My mother, admired and petted, had thoroughly enjoyed the happy period of my father's lifetime, entertaining as a hospitable hostess or visiting friends, and she gladly recalled it. But this brilliant life, filled to overflowing with all sorts of amusements, had been interrupted just before my birth.

The beloved husband had died, and the great wealth of our family, though enough remained for comfortable maintenance, had been much diminished.

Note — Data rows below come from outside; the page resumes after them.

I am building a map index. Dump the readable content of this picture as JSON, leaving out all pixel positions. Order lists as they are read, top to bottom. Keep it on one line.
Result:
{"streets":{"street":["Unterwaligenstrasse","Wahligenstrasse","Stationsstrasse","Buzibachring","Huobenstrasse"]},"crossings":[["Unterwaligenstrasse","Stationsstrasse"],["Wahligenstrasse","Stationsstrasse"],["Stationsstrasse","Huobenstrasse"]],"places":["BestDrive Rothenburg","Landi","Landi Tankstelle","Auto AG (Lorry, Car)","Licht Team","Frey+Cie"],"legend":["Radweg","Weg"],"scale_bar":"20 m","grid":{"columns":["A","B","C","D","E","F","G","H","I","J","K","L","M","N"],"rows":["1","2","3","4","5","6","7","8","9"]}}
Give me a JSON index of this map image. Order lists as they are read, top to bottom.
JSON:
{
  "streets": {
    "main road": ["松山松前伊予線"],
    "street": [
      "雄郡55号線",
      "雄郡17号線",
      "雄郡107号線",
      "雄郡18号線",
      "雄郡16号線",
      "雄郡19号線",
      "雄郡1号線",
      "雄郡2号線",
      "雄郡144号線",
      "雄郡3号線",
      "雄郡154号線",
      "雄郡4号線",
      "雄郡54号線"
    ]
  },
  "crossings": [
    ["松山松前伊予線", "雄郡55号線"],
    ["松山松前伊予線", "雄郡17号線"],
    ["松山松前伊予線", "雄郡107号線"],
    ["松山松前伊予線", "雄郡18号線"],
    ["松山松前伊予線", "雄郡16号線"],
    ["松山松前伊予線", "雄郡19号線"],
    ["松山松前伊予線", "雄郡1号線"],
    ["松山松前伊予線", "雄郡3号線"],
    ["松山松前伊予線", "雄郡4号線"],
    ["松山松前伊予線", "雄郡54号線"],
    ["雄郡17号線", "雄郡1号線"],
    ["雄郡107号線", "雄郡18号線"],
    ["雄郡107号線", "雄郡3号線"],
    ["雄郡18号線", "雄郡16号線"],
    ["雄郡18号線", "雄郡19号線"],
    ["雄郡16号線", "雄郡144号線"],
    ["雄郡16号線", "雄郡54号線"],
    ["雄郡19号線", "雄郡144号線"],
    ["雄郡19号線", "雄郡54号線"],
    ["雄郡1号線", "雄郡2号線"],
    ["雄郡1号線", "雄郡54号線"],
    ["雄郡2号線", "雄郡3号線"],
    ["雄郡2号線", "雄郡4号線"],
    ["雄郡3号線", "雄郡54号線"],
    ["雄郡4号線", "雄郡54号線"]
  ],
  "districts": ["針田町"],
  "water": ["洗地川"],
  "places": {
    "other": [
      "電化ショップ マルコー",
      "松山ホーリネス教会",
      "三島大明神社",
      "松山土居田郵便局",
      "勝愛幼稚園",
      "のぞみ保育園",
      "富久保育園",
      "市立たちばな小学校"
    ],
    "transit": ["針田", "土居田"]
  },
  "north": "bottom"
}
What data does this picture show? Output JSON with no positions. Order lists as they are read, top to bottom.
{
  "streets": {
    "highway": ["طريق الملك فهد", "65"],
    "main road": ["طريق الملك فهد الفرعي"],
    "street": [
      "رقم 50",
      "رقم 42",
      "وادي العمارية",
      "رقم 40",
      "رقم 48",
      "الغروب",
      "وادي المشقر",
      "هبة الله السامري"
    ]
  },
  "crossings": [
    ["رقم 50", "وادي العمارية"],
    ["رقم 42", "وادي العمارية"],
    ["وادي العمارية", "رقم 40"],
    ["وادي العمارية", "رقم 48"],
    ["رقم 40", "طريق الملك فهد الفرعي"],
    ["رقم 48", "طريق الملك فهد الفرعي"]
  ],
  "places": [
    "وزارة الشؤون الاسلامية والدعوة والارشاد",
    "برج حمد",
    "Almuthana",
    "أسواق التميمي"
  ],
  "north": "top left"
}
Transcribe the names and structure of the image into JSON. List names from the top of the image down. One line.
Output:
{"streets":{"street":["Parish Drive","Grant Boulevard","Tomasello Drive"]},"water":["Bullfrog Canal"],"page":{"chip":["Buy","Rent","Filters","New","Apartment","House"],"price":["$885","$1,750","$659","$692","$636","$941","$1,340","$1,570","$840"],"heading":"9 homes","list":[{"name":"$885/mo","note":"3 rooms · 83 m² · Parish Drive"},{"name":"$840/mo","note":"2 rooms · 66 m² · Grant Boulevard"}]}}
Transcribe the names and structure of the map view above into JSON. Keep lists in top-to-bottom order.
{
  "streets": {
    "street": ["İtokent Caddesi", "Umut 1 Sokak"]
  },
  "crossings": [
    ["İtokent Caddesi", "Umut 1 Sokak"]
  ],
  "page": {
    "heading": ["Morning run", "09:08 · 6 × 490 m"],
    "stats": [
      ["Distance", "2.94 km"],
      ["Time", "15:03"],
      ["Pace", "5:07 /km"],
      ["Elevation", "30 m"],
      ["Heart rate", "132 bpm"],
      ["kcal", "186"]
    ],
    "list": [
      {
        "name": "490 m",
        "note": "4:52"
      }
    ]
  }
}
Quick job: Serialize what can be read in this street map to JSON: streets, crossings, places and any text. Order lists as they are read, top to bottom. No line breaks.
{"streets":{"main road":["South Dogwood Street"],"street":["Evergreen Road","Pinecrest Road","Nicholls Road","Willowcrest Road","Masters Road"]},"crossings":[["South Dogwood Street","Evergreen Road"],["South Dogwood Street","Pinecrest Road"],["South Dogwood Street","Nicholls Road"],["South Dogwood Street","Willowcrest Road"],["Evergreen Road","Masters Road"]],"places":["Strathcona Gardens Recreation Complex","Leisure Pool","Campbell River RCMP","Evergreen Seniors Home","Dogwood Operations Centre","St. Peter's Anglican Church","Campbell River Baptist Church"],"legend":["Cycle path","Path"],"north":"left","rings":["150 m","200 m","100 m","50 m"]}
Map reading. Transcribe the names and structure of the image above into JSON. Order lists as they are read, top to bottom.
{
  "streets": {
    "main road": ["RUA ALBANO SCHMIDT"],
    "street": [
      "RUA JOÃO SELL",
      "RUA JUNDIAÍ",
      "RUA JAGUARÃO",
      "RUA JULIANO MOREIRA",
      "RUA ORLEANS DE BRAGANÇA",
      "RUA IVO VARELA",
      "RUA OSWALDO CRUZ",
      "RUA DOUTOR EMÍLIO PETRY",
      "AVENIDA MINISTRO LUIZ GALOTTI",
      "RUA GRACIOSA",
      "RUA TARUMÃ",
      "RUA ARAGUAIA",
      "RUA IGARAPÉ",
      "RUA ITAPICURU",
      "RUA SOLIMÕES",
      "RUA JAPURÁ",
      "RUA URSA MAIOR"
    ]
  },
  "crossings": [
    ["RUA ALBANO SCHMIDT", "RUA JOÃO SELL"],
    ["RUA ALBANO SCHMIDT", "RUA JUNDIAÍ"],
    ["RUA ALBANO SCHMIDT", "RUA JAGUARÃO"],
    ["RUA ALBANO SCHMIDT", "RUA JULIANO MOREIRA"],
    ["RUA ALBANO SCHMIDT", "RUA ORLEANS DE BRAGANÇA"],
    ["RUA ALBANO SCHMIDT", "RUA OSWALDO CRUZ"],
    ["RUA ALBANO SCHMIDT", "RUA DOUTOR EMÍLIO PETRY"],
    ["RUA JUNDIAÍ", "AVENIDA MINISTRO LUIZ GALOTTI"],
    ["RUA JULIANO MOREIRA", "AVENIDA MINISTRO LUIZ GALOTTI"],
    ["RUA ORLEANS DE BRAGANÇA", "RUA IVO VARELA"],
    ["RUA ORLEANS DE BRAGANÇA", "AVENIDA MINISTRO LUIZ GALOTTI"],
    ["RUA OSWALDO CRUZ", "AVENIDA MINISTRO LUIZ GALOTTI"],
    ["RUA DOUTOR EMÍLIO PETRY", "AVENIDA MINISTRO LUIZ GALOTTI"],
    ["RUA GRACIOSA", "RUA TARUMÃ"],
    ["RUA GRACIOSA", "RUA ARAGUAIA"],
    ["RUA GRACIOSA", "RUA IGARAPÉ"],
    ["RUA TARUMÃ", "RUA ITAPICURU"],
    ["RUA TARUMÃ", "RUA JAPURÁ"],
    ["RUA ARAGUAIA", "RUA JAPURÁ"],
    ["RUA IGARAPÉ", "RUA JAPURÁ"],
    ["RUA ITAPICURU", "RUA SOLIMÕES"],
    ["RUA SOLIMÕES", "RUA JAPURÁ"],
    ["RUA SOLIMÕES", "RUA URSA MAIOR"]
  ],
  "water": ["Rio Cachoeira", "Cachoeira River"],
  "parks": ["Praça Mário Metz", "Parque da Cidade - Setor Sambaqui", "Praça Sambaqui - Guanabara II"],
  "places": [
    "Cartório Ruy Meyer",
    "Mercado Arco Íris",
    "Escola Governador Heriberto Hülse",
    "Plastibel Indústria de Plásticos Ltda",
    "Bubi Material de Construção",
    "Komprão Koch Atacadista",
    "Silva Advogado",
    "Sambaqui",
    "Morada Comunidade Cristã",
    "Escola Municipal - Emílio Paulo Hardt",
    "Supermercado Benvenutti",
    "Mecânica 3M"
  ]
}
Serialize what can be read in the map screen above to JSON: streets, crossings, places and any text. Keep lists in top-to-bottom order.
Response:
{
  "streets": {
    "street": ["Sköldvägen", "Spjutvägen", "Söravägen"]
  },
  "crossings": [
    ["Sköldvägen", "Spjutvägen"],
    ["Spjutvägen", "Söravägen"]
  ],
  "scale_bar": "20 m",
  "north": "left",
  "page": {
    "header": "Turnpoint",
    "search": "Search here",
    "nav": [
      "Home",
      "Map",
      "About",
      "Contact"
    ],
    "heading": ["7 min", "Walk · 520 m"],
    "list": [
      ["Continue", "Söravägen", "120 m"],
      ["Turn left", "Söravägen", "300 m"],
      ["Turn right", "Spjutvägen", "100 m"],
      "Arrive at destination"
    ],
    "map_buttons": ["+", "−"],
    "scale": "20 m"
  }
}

Such changes of outward circumstances are termed reverses of fortune, and the phrase is fitting, for by them life gains a new form. Yet real happiness is more frequently increased than lessened, if only they do not entail anxiety concerning daily bread. My mother's position was far removed from this point; but she possessed qualities which would have undoubtedly enabled her, even in far more modest circumstances, to retain her cheerfulness and fight her way bravely with her children through life.

The widow resolved that her sons should make their way by their own industry, like her brothers, who had almost all become able officials in the Dutch colonial service. Besides, the change in her circumstances brought her into closer relations with persons with whom by inclination and choice she became even more intimately associated than with the members of my father's family--I mean the clique of scholars and government officials amid whose circle her children grew up, and whom I shall mention later.

Our relatives, however, even after my father's death, showed the same regard for my mother--who on her side was sincerely attached to many of them--and urged her to accept the hospitality of their homes. I, too, when a child, still more in later years, owe to the Beer family many a happy hour. My father's cousin, Moritz von Oppenfeld, whose wife was an Ebers, was also warmly attached to us. He lived in a house which he owned on the Pariser Platz, now occupied by the French embassy, and in whose spacious apartments and elsewhere his kind heart and tender love prepared countless pleasures for our young lives.